(Data entries)
━━━━━━━━━━━━━━━━━━━━

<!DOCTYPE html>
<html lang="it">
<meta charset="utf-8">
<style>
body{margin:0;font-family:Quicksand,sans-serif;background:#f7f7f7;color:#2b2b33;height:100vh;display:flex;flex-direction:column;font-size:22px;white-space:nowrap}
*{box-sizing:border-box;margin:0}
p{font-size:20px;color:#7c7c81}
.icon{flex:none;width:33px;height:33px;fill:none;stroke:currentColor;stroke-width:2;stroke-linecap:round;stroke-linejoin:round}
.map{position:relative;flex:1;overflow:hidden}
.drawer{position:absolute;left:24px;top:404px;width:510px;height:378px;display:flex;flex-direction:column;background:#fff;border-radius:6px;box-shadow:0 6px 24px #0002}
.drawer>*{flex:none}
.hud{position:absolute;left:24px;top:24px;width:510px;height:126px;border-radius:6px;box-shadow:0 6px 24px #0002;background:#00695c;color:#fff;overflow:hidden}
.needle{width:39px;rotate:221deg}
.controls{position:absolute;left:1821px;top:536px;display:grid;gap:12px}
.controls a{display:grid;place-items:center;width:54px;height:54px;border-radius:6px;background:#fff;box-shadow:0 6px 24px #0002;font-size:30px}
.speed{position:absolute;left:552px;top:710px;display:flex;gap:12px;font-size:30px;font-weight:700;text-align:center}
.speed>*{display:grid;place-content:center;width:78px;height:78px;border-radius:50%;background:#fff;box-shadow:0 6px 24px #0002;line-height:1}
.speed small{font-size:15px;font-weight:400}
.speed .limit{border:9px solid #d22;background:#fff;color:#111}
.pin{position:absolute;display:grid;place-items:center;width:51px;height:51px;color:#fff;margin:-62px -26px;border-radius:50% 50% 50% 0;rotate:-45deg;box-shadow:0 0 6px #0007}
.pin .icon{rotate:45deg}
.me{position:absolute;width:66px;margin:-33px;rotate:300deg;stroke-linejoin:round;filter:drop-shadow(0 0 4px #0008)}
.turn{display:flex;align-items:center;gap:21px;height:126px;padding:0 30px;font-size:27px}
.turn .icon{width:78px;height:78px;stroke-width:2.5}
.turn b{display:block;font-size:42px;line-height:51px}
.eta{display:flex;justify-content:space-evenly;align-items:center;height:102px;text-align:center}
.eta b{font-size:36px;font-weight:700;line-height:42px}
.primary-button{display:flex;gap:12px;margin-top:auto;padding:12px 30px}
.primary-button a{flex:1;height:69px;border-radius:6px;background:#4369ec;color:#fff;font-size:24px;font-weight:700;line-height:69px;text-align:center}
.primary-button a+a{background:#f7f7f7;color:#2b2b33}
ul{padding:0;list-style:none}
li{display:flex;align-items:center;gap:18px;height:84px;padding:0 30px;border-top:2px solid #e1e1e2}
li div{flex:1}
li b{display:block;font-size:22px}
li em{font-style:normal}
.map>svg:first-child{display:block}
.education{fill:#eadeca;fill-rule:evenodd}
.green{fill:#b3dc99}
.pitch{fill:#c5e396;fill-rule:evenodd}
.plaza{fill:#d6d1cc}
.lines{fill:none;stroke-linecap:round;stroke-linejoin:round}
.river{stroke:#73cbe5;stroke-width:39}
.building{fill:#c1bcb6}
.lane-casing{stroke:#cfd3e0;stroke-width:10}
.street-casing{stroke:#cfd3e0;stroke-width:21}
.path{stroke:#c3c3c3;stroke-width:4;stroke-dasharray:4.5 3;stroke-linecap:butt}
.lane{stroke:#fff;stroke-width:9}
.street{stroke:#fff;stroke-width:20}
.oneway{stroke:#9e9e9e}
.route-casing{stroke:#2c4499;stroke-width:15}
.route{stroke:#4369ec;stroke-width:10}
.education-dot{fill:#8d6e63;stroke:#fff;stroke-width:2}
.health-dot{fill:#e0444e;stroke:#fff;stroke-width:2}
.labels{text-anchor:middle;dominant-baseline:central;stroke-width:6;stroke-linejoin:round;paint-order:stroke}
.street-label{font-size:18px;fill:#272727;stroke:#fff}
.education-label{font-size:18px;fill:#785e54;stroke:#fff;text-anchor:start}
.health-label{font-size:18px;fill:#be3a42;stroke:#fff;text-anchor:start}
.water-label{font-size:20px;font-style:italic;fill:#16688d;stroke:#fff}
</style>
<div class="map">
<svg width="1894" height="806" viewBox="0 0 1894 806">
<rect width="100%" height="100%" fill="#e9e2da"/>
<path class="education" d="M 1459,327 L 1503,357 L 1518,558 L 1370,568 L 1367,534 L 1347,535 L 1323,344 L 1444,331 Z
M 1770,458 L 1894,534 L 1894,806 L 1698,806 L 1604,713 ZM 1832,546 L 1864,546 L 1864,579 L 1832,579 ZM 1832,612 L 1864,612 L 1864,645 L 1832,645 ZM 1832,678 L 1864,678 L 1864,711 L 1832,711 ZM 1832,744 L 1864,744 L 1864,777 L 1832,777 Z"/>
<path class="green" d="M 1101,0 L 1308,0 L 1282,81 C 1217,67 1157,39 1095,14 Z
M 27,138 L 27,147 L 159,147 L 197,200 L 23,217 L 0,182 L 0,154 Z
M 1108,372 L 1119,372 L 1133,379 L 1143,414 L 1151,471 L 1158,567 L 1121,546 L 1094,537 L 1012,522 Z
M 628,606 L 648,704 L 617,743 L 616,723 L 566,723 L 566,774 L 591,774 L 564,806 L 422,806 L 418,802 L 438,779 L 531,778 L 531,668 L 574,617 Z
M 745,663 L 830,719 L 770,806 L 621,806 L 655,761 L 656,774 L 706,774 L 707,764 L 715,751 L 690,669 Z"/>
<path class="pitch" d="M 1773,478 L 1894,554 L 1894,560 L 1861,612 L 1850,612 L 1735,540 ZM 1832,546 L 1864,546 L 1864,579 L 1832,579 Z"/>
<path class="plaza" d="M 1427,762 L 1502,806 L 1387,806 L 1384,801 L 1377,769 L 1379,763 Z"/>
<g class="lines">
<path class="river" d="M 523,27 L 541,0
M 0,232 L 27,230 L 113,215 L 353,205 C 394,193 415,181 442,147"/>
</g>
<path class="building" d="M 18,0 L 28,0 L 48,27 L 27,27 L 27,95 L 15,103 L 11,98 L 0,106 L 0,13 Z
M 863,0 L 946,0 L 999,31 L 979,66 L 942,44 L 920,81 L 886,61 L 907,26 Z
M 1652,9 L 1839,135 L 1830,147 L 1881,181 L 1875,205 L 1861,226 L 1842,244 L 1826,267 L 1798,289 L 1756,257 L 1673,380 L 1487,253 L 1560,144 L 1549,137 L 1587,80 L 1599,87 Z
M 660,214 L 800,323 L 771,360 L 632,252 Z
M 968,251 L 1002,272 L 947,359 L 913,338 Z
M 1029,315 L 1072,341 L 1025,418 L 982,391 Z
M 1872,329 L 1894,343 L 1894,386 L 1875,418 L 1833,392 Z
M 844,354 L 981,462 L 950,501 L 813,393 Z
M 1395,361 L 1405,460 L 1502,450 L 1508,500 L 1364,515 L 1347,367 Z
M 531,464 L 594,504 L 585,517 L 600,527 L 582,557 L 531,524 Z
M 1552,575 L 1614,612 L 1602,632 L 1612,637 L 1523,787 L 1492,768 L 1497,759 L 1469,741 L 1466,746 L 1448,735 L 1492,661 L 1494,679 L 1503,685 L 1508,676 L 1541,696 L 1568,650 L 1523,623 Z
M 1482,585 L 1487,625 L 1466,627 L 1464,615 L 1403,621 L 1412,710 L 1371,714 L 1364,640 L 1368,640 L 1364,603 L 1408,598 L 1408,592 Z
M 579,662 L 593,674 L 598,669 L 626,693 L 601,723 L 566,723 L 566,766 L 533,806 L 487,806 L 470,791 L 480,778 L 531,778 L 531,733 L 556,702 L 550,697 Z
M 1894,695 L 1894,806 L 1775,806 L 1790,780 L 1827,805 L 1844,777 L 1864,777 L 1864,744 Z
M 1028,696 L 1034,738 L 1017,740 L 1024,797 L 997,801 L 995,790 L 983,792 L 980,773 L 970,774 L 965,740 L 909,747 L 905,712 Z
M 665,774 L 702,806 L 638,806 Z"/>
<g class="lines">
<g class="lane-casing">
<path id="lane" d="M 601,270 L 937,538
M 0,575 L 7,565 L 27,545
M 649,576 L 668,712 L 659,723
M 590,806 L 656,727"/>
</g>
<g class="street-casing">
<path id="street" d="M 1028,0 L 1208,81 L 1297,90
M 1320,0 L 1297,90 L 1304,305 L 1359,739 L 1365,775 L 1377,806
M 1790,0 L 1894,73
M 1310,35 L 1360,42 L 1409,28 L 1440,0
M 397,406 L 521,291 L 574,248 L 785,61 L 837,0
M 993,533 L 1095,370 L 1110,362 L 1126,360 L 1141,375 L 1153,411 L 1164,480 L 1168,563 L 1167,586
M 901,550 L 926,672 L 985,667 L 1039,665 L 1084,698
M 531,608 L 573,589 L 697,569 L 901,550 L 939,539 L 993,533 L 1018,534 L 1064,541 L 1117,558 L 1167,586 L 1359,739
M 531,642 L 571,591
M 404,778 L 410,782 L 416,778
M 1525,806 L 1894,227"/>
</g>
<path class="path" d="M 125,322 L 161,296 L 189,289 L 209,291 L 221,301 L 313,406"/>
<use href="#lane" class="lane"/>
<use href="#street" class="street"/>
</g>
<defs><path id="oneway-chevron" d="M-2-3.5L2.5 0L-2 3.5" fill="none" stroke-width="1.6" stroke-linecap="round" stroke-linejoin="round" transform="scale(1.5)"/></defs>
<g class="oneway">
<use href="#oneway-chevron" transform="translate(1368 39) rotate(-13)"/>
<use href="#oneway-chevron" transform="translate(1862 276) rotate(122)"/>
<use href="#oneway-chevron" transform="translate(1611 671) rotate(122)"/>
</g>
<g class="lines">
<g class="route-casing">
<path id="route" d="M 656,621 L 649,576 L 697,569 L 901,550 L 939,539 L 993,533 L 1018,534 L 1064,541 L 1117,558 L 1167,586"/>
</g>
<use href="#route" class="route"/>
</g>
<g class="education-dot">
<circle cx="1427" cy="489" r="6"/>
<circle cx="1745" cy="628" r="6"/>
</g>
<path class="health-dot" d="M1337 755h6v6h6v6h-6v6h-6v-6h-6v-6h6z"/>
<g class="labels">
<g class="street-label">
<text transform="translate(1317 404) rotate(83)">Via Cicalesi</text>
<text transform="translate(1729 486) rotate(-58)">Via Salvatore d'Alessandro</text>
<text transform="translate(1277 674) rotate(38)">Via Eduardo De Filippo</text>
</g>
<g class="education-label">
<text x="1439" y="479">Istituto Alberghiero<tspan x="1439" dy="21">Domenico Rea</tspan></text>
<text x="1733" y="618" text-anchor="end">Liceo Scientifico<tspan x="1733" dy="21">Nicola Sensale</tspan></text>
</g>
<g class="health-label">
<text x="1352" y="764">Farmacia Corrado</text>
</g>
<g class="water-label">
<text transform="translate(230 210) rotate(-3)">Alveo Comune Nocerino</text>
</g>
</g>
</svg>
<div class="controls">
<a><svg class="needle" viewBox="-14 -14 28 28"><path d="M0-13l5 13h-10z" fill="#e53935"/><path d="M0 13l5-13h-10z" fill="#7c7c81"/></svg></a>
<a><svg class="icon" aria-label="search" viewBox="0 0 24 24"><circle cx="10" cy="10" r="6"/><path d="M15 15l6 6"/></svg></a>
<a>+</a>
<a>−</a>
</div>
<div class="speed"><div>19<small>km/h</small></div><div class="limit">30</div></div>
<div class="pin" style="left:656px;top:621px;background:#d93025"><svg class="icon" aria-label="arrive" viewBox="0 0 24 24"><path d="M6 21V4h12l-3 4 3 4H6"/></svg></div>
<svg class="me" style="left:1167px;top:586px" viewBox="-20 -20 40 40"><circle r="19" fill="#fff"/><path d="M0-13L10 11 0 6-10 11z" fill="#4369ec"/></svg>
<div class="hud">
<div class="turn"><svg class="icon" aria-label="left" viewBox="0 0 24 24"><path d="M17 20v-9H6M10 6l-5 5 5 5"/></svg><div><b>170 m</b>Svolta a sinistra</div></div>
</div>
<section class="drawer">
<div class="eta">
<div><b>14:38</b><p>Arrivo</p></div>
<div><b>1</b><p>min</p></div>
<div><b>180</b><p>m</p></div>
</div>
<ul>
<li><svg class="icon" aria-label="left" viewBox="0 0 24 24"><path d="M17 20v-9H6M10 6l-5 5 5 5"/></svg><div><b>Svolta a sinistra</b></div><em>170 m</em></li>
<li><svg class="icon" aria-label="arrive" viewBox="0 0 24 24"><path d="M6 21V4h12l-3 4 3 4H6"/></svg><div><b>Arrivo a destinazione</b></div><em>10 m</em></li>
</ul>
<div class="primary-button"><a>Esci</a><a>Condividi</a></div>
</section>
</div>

━━━━━━━━━━━━━━━━━━━━

Each line above that includes "health" should be shown.

.health-dot{fill:#e0444e;stroke:#fff;stroke-width:2}
.health-label{font-size:18px;fill:#be3a42;stroke:#fff;text-anchor:start}
<path class="health-dot" d="M1337 755h6v6h6v6h-6v6h-6v-6h-6v-6h6z"/>
<g class="health-label">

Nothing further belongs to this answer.